2008-04-03
Vom 2. bis 4. April findet in Bukarest der 59. NATO-Gipfel statt. Seit Monaten bereitet sich eine antikapitalistische, internationale Protestbewegung auf das Gipfeltreffen vor, um gegen Militarisierung und Krieg zu demonstrieren.
In Bukarest wurde in einer angemieteten Fabrik ein „Convergence Center“ eingerichtet, in dem AktivistInnen übernachtet und Proteste vorbereitet hatten. Das Zentrum wurde am gestern, am 2. April von maskierten Spezialkommandos der Polizei angegriffen und geräumt. 46 der 50 internationalen Anwesenden wurden brutal festgenommen und auf Polizeiwachen gebracht. Viele der Festgenommenen wurden verprügelt. Nach gegenwärtigem Kenntnisstand sind zwar alle wieder aus dem Gewahrsam entlassen worden. Mindestens 2 Personen müssen allerdings im Krankenhaus wegen eines Beinbruchs und Gesichtsverletzungen behandelt werden.
Heute findet um 17.00 Uhr eine Protestkundgebung in Bukarest statt.
Die Razzia soll die Bewegung gegen das NATO-Treffen schwächen, indem ein Teil der selbstorganisierten Infrastruktur zerschlagen wird. Diese Strategie ist von der Polizei in den letzten Jahren häufig bei internationalen Protestereignissen angewandt worden.
In Bukarest wurden in den letzten Tagen AktivistInnen verhaftet, weil sie etwa große Rucksäcke trugen, Flugblätter verteilten oder Taschenmesser mitführten.
Bereits im Vorfeld sind mehrere internationale AktivistInnen an der Einreise gehindert und von Polizei und Geheimdienst stundenlang verhört worden.
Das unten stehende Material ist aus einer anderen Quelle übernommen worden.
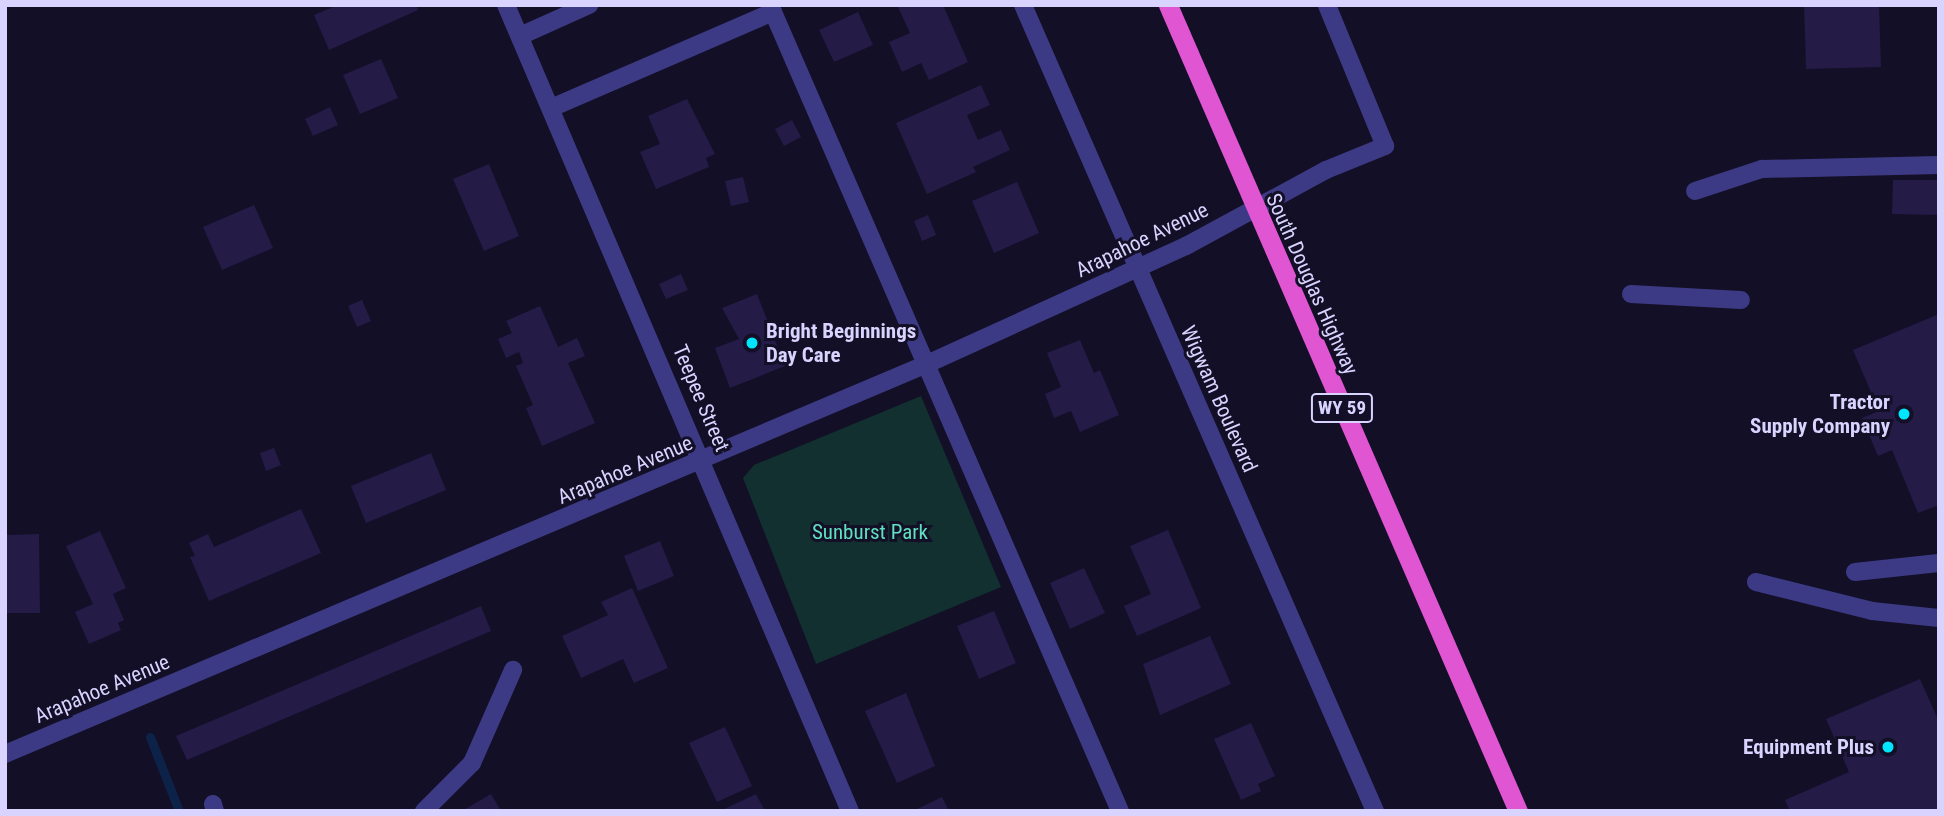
<!DOCTYPE html>
<style>
body{margin:0}
#map{position:relative;width:1944px;height:816px;overflow:hidden;background:#130f26;font-family:"Roboto Condensed",sans-serif}
div>[style]{position:absolute}
[style*='--x']{left:calc(var(--x)*1px);top:calc(var(--y)*1px);width:calc(var(--w)*1px);rotate:calc(var(--a)*1deg)}
.green>*{inset:0;background:#12302f}
.stream>*{height:9px;margin:-4.5px;padding:0 4.5px;transform-origin:4.5px;border-radius:4.5px;background:#0c2248}
.building>*{inset:0;background:#241b47}
.service>*{height:18px;margin:-9px;padding:0 9px;transform-origin:9px;border-radius:9px;background:#3d3a85}
.minor>*{height:18px;margin:-9px;padding:0 9px;transform-origin:9px;border-radius:9px;background:#3d3a85}
.trunk>*{height:19px;margin:-9.5px;padding:0 9.5px;transform-origin:9.5px;border-radius:9.5px;background:#e055d1}
.dots>*{width:19px;height:19px;translate:-50% -50%;box-sizing:border-box;border:4px solid #130f26;border-radius:50%}
span{translate:-50% -50%;white-space:nowrap;text-align:center;line-height:1.15;-webkit-text-stroke:6px #130f26;paint-order:stroke}
.shield-label span{padding:2px 5px;background:#130f26;border:2px solid;border-radius:5px;-webkit-text-stroke-width:0}
.shield-label{font-size:19px;color:#d9d4ff;font-weight:700}
.street-label{font-size:21px;color:#d9d4ff}
.poi-label{font-size:21px;color:#d9d4ff;font-weight:700}
.left{translate:0 -50%;text-align:left}
.right{translate:-100% -50%;text-align:right}
.park-label{font-size:21px;color:#5fe0c0}
.frame{position:absolute;inset:0;border:7px solid #d9d4ff;pointer-events:none}
</style>
<div id="map">
<div class="green">
<i style="clip-path:polygon(921px 396px,1001px 587px,816px 664px,743px 478px,754px 465px)"></i>
</div>
<div class="stream">
<i style="--x:150;--y:737;--w:79;--a:68.6"></i>
</div>
<div class="building">
<i style="clip-path:polygon(338px 5px,416px 5px,418px 10px,329px 50px,314px 15px)"></i>
<i style="clip-path:polygon(897px 5px,943px 5px,968px 62px,929px 80px,921px 63px,902px 72px,889px 42px,910px 33px)"></i>
<i style="clip-path:polygon(1804px 5px,1879px 5px,1881px 67px,1806px 69px)"></i>
<i style="clip-path:polygon(858px 12px,873px 45px,834px 62px,819px 30px)"></i>
<i style="clip-path:polygon(381px 59px,398px 98px,360px 114px,343px 75px)"></i>
<i style="clip-path:polygon(981px 85px,990px 105px,967px 115px,978px 140px,1001px 130px,1010px 150px,973px 167px,976px 172px,927px 194px,896px 123px)"></i>
<i style="clip-path:polygon(687px 99px,715px 154px,706px 158px,709px 167px,656px 189px,640px 152px,660px 144px,648px 116px)"></i>
<i style="clip-path:polygon(330px 107px,338px 125px,313px 136px,305px 119px)"></i>
<i style="clip-path:polygon(792px 120px,801px 137px,784px 146px,775px 129px)"></i>
<i style="clip-path:polygon(489px 164px,519px 236px,484px 251px,453px 179px)"></i>
<i style="clip-path:polygon(743px 177px,749px 202px,731px 206px,725px 181px)"></i>
<i style="clip-path:polygon(1893px 180px,1939px 180px,1939px 215px,1892px 214px)"></i>
<i style="clip-path:polygon(1017px 182px,1039px 233px,994px 253px,972px 201px)"></i>
<i style="clip-path:polygon(254px 205px,273px 248px,222px 270px,203px 227px)"></i>
<i style="clip-path:polygon(928px 215px,936px 235px,922px 241px,914px 221px)"></i>
<i style="clip-path:polygon(681px 274px,688px 290px,666px 299px,659px 284px)"></i>
<i style="clip-path:polygon(757px 294px,785px 366px,730px 388px,715px 348px,739px 339px,722px 308px)"></i>
<i style="clip-path:polygon(362px 300px,371px 321px,357px 327px,348px 306px)"></i>
<i style="clip-path:polygon(540px 306px,558px 347px,577px 338px,585px 356px,568px 363px,595px 423px,542px 446px,526px 408px,533px 405px,516px 366px,523px 363px,519px 352px,506px 358px,498px 339px,512px 333px,506px 321px)"></i>
<i style="clip-path:polygon(1939px 314px,1939px 505px,1918px 513px,1892px 450px,1878px 456px,1862px 418px,1879px 411px,1853px 350px)"></i>
<i style="clip-path:polygon(1080px 340px,1094px 373px,1100px 370px,1119px 415px,1080px 432px,1071px 411px,1054px 418px,1045px 394px,1061px 387px,1047px 353px)"></i>
<i style="clip-path:polygon(274px 448px,281px 465px,266px 471px,260px 453px)"></i>
<i style="clip-path:polygon(431px 453px,446px 490px,366px 523px,351px 486px)"></i>
<i style="clip-path:polygon(301px 509px,321px 553px,209px 601px,190px 557px,195px 556px,189px 543px,208px 534px,214px 547px)"></i>
<i style="clip-path:polygon(1168px 530px,1201px 608px,1137px 636px,1124px 606px,1151px 594px,1130px 546px)"></i>
<i style="clip-path:polygon(100px 531px,126px 588px,113px 594px,124px 620px,118px 623px,121px 630px,89px 644px,75px 612px,93px 604px,66px 546px)"></i>
<i style="clip-path:polygon(39px 534px,40px 613px,5px 613px,5px 535px)"></i>
<i style="clip-path:polygon(660px 541px,674px 576px,638px 591px,624px 556px)"></i>
<i style="clip-path:polygon(1084px 568px,1105px 613px,1070px 629px,1050px 583px)"></i>
<i style="clip-path:polygon(632px 588px,668px 668px,634px 683px,623px 659px,581px 678px,562px 636px,608px 615px,601px 602px)"></i>
<i style="clip-path:polygon(481px 606px,491px 631px,187px 760px,176px 736px)"></i>
<i style="clip-path:polygon(994px 611px,1016px 663px,979px 679px,957px 626px)"></i>
<i style="clip-path:polygon(1210px 636px,1231px 684px,1160px 715px,1143px 664px)"></i>
<i style="clip-path:polygon(1920px 679px,1939px 722px,1939px 811px,1790px 811px,1785px 800px,1849px 772px,1826px 719px)"></i>
<i style="clip-path:polygon(906px 693px,935px 766px,897px 783px,865px 711px)"></i>
<i style="clip-path:polygon(1251px 723px,1275px 776px,1258px 784px,1261px 791px,1241px 800px,1214px 739px)"></i>
<i style="clip-path:polygon(725px 727px,752px 786px,717px 802px,689px 743px)"></i>
<i style="clip-path:polygon(491px 794px,501px 811px,462px 811px)"></i>
<i style="clip-path:polygon(756px 794px,765px 811px,720px 811px)"></i>
<i style="clip-path:polygon(942px 797px,949px 811px,913px 811px)"></i>
</div>
<div class="service">
<i style="--x:770;--y:5;--w:879;--a:66.53"></i>
<i style="--x:520;--y:36;--w:76;--a:-24.2"></i>
<i style="--x:551;--y:108;--w:242;--a:-23.4"></i>
<i style="--x:1695;--y:191;--w:71;--a:-18.2"></i>
<i style="--x:1762;--y:169;--w:177;--a:-1.3"></i>
<i style="--x:1631;--y:294;--w:110;--a:3.1"></i>
<i style="--x:1855;--y:572;--w:84;--a:-6.1"></i>
<i style="--x:1756;--y:582;--w:120;--a:14"></i>
<i style="--x:1872;--y:611;--w:67;--a:6"></i>
<i style="--x:213;--y:804;--w:7;--a:74"></i>
<i style="--x:424;--y:811;--w:68;--a:-45"></i>
<i style="--x:472;--y:763;--w:102;--a:-66.2"></i>
</div>
<div class="minor">
<i style="--x:506;--y:5;--w:876;--a:66.89"></i>
<i style="--x:1023;--y:5;--w:880;--a:66.41"></i>
<i style="--x:5;--y:754;--w:1001;--a:-22.93"></i>
<i style="--x:927;--y:364;--w:285;--a:-24.5"></i>
<i style="--x:1186;--y:246;--w:159;--a:-28.5"></i>
<i style="--x:1326;--y:170;--w:64;--a:-22.1"></i>
<i style="--x:1385;--y:146;--w:152;--a:-112.4"></i>
</div>
<div class="trunk">
<i style="--x:1168;--y:5;--w:879;--a:66.53"></i>
</div>
<div class="dots">
<i style="left:752px;top:343px;background:#00e5ff"></i>
<i style="left:1904px;top:414px;background:#00e5ff"></i>
<i style="left:1888px;top:747px;background:#00e5ff"></i>
</div>
<div class="shield-label">
<span style="left:1342px;top:408px">WY 59</span>
</div>
<div class="street-label">
<span style="left:1142px;top:240px;rotate:-26deg">Arapahoe Avenue</span>
<span style="left:1312px;top:284px;rotate:66deg">South Douglas Highway</span>
<span style="left:701px;top:398px;rotate:67deg">Teepee Street</span>
<span style="left:1219px;top:399px;rotate:66deg">Wigwam Boulevard</span>
<span style="left:625px;top:470px;rotate:-23deg">Arapahoe Avenue</span>
<span style="left:102px;top:689px;rotate:-23deg">Arapahoe Avenue</span>
</div>
<div class="poi-label">
<span class="left" style="left:766px;top:343px">Bright Beginnings<br>Day Care</span>
<span class="right" style="left:1890px;top:414px">Tractor<br>Supply Company</span>
<span class="right" style="left:1874px;top:747px">Equipment Plus</span>
</div>
<div class="park-label">
<span style="left:870px;top:532px">Sunburst Park</span>
</div>
<div class="frame"></div>
</div>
Die Behörden verfügen über Listen von Personen, in denen potentielle KritikerInnen geführt werden. Diese Listen werden dem austragenden Land eines Gipfeltreffens von Polizeien anderer Länder zur Verfügung gestellt.
In Deutschland ist das Bundeskriminalamt mit ihrer Erstellung und Weitergabe beauftragt. Kritierien die zur Aufnahme in eine solche Datei führen sind willkürlich. Oft reicht eine Festnahme bei einem Gipfelprotest. Zuletzt wurden allein in Heiligendamm mehr als 1.000 Personen erkennungsdienstlich behandelt.
Für morgen ruft ein Bündnis aus Berliner NATO-kritischen Gruppen ab 15.00 Uhr zu einer Protestdemonstration vor der rumänischen Botschaft in Berlin auf. Die kurze Demonstration führt an der Botschaft der USA vorbei, um gegen deren militarisierte Außenpolitik und die geplante Osterweiterung der NATO zu demonstrieren. Die Abschlusskundgebung findet vor der französischen Botschaft am Brandenburger Tor statt. Frankreich und Deutschland richten 2009 in Strasbourg und Kehl den 60. NATO-Gipfel aus, der als “Jubiläum” große Aufmerksamkeit bekommen soll. Anarchistische und antikapitalistische Gruppen kündigen massive Proteste dagegen an.
Hintergrund
Chronologie
19.3. Grenzübergang Calafat: 6 deutsche Anti NATO AktivistInnen werden aufgehalten, an der Einreise gehindert und 19 Stunden festgehalten
26.3. 4 von den 6 versuchen am Grenzübergang Giurgiu erneut über die Grenze zu kommen und werden wieder daran gehindert. Als Reaktion hierauf starten sie gemeinsam mit GenossInnen ein no border camp in Ruse, Bulgarien.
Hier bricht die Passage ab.